• [ABOUT THIS EXERCISE]: Go through the listing and return every line with "road" in it.

----

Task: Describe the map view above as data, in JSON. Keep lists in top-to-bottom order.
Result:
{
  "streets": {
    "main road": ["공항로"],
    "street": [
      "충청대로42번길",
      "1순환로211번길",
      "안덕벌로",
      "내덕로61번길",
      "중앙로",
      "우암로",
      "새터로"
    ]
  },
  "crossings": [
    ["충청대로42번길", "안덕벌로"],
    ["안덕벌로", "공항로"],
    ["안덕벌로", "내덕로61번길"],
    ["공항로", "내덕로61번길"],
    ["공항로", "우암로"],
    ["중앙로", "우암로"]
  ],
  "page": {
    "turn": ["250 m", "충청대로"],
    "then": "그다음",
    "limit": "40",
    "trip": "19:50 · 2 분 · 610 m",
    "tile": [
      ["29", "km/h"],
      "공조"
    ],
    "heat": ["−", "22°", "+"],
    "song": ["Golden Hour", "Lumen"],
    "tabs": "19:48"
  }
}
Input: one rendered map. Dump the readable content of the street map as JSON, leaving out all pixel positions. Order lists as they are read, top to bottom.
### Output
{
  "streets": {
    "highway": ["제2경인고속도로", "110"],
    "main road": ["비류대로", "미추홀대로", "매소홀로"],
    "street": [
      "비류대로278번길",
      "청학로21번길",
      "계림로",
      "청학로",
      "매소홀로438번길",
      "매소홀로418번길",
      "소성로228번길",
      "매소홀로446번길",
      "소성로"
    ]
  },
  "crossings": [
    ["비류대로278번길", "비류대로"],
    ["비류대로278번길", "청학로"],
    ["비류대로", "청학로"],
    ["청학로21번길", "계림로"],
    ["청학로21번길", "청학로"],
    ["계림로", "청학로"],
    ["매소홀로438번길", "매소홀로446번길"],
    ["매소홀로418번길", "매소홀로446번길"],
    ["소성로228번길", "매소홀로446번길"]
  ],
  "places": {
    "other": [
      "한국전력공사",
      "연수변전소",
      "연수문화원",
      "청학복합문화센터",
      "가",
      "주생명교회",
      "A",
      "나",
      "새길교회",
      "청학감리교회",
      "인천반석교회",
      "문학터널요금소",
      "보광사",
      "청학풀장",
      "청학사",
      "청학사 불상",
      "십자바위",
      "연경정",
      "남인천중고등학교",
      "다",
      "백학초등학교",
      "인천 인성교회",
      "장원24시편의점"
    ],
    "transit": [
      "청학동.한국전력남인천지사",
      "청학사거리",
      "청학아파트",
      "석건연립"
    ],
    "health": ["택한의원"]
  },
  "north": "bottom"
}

----

• [ANSWER SPACE]:
    "main road": ["공항로"],
    "main road": ["비류대로", "미추홀대로", "매소홀로"],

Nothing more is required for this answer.